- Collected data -
---+---
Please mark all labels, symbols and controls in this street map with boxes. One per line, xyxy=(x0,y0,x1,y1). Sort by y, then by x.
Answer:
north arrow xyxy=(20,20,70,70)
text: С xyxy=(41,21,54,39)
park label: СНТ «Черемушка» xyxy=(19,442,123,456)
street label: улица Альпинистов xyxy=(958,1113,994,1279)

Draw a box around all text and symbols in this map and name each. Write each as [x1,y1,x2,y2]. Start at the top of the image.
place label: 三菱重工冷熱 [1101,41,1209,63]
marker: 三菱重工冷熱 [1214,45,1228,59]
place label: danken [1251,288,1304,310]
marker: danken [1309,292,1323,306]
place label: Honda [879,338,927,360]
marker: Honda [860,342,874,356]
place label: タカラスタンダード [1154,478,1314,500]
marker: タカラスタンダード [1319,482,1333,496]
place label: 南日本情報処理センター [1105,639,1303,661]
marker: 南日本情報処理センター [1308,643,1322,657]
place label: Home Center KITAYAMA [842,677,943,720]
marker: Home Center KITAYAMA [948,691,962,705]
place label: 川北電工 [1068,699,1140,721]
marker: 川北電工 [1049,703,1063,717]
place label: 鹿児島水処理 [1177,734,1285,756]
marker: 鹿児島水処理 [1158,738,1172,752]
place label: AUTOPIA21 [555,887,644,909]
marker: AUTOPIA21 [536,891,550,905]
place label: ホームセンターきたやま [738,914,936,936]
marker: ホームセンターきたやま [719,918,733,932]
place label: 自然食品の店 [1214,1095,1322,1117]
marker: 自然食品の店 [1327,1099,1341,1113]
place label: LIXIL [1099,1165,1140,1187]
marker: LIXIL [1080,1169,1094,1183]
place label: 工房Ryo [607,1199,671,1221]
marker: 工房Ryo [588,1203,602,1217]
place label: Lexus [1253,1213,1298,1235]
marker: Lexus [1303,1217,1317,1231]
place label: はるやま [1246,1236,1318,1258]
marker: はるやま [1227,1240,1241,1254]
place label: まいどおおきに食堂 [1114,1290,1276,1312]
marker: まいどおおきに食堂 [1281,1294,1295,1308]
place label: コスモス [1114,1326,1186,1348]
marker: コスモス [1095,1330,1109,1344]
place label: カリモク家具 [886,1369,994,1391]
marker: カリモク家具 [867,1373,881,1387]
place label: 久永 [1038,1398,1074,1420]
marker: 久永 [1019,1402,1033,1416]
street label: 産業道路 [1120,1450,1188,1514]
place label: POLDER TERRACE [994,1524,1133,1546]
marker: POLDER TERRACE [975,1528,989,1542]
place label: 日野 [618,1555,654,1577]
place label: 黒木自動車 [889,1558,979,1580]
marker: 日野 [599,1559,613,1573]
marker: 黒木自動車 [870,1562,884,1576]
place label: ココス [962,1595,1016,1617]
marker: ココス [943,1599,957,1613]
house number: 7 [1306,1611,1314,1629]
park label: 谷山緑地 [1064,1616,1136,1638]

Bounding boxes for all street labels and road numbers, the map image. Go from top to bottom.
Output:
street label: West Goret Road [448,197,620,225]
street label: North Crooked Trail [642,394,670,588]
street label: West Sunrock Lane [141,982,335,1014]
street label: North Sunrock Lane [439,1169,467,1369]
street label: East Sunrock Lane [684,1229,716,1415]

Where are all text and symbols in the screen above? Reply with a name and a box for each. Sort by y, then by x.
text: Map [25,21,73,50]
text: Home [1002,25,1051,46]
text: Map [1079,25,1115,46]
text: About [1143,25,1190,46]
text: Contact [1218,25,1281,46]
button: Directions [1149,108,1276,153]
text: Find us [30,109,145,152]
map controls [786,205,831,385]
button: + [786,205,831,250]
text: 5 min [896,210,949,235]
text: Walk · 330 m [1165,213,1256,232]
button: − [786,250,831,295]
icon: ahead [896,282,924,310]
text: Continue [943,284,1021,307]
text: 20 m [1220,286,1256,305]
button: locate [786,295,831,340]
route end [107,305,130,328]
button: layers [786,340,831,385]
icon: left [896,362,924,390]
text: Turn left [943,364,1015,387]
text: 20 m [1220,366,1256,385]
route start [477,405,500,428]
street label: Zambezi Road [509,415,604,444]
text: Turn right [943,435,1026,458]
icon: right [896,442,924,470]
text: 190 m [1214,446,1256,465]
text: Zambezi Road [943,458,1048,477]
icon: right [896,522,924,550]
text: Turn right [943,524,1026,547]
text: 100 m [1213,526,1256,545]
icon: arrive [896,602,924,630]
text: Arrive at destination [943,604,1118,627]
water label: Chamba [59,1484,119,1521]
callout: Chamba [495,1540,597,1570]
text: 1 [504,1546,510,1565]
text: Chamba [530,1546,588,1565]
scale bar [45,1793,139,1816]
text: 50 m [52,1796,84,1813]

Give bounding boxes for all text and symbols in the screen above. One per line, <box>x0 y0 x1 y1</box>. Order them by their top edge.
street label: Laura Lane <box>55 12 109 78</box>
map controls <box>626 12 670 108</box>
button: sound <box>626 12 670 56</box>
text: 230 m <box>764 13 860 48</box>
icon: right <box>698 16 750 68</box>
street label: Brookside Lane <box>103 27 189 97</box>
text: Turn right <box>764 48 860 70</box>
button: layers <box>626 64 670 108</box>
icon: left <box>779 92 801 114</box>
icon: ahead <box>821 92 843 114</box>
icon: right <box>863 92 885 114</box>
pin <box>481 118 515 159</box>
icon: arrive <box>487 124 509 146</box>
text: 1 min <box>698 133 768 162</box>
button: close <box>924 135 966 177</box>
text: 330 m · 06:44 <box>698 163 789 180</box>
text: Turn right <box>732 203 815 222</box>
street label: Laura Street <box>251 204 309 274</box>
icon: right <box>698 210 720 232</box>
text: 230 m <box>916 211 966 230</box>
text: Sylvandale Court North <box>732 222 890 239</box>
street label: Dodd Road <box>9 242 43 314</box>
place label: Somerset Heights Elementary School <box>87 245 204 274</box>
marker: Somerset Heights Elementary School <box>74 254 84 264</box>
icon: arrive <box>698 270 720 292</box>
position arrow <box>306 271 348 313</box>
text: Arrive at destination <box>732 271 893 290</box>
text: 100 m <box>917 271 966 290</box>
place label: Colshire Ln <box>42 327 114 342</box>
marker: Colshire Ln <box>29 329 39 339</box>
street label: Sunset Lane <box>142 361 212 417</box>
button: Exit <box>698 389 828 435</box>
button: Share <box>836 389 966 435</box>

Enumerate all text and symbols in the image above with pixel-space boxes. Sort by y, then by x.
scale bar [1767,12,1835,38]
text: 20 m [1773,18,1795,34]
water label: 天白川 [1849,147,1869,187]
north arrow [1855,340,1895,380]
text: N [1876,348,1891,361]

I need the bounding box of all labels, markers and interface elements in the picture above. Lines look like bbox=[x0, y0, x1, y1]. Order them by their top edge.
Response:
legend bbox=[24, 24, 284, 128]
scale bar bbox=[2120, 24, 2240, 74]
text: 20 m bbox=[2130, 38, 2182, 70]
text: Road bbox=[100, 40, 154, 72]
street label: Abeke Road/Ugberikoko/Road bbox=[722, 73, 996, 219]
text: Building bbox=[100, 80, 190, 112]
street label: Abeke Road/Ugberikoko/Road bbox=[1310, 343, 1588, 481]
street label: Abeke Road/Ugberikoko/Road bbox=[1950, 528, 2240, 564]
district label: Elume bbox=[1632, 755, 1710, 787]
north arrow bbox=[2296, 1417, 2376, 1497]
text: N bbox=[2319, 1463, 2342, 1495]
---+---
Say how many lines in the records hold the string "labels", and say nothing else.

- Answer section -
3